China, which exports most of the world's rare earth supplies, also challenged foreign estimates of its resources, saying it has just 23 percent of world totals, not the 36 percent that the United States has estimated.
China's state economic planners are considering ways to reshape the country's program of stockpiling strategic materials and could include metals such as rare earths in the program, according to sources.
The lingering uncertainty around Chinese exports sent Molycorp's shares as much as 12.8 percent higher to $23.29 on Wednesday morning on the New York Stock Exchange, with the stock later trading up 8.9 percent at $22.50.
Molycorp is in the process of modernizing and reopening the Mountain Pass rare earth mine in California, which is expected to come online later this year.

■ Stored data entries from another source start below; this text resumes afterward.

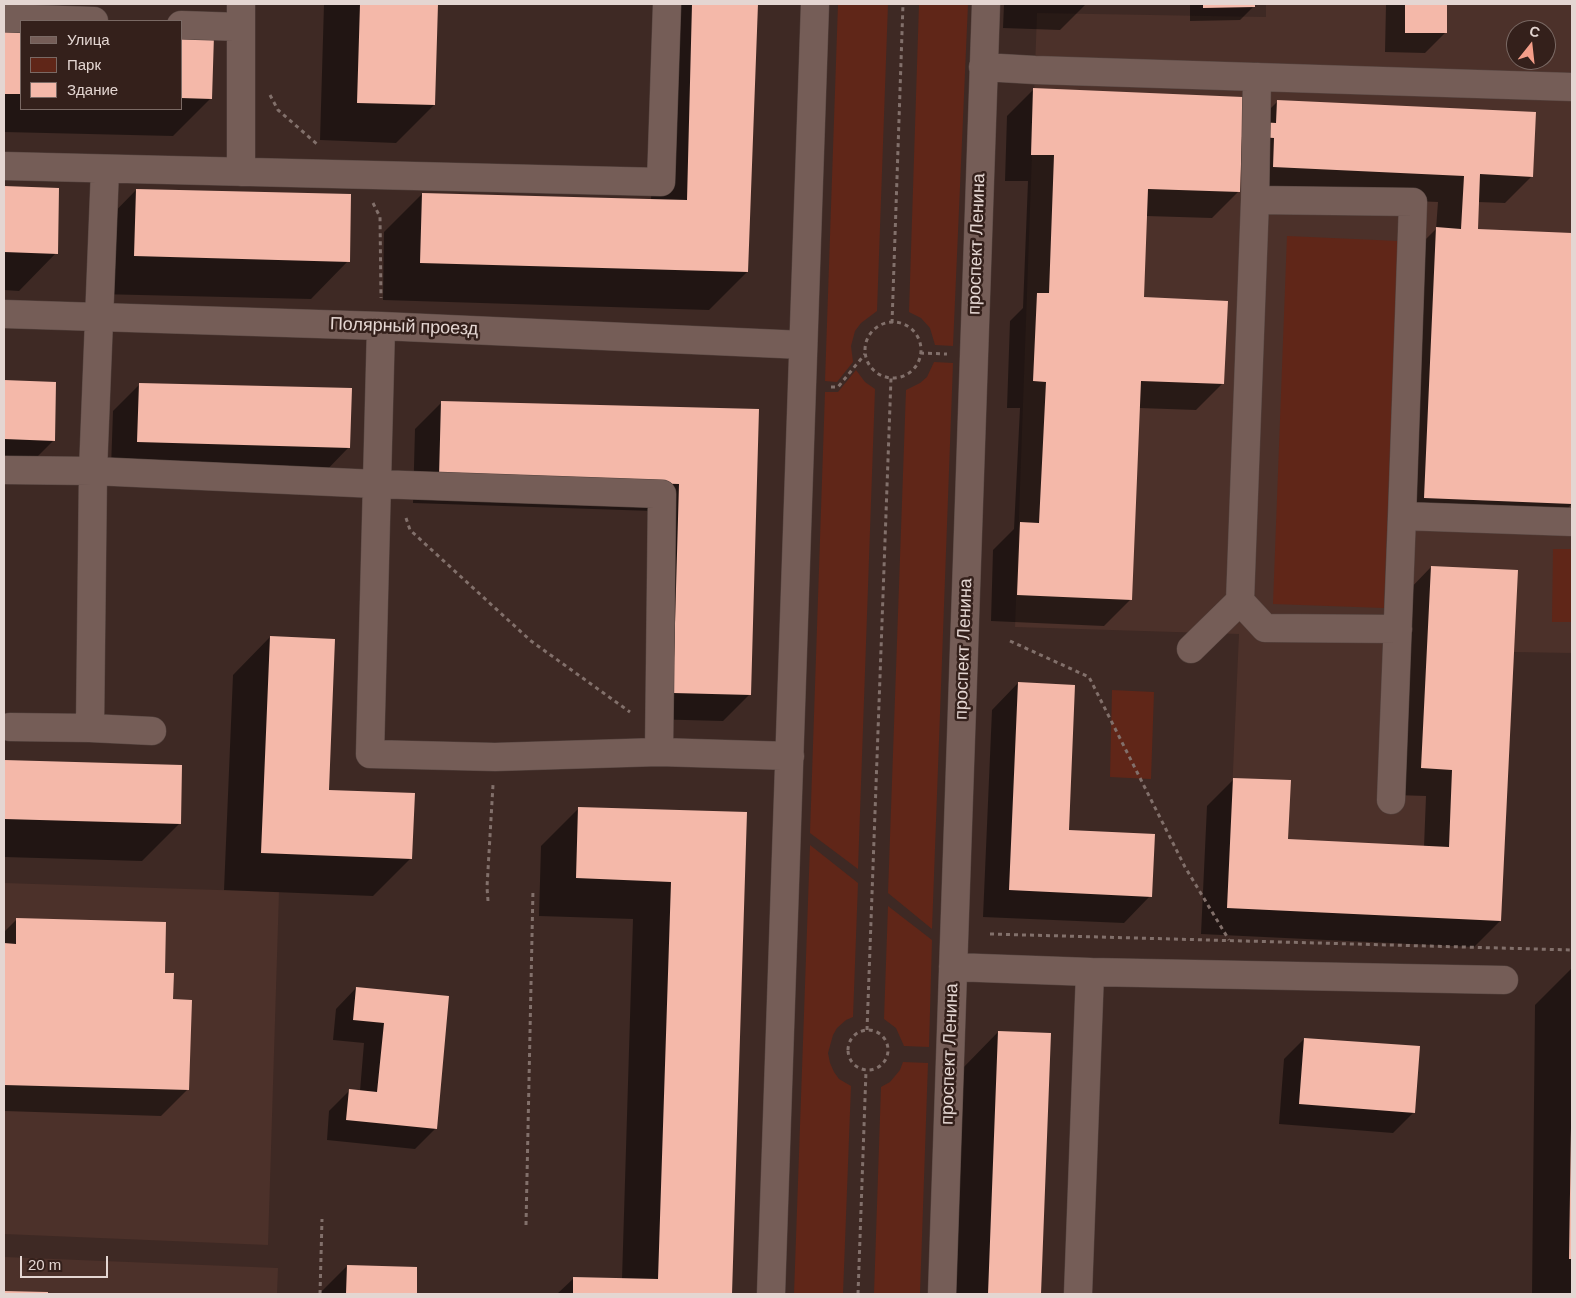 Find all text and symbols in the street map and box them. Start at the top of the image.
legend [20,20,182,110]
north arrow [1506,20,1556,70]
text: С [1528,22,1542,41]
text: Улица [67,31,110,48]
text: Парк [67,56,101,73]
text: Здание [67,81,118,98]
street label: проспект Ленина [964,173,990,315]
street label: Полярный проезд [329,314,479,340]
street label: проспект Ленина [951,578,977,720]
street label: проспект Ленина [937,983,963,1125]
scale bar [22,1246,110,1278]
text: 20 m [28,1256,61,1273]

Smaller companies developing rare earth projects in the United States and Canada also climbed, with Rare Element Resources Ltd and Quest Rare Minerals Ltd both soaring more than 10 percent.
China currently produces more than 90 percent of the world's supply of rare earths, essential for everything from smartphones to LED screens. Prices for the group of 17 metals skyrocketed last year as China imposed quotas in what it says is an effort to curtail environmental pollution and resource exhaustion.
"It's remarkable how when they need additional supply, they suddenly find reserves, but when they don't want there to be supply around and it supports their argument, then suddenly the reserves are shrinking," said Jon Hykawy, an analyst with Byron Capital Markets in Toronto.
In March, the European Union, the United States and Japan complained to the World Trade Organization that Beijing had illegally choked off rare earth exports while holding down prices for domestic manufacturers.
Despite a 30,184 tonne export quota in 2011, China says it shipped only 18,600 tonnes last year. The government has said the quota will remain steady in 2012.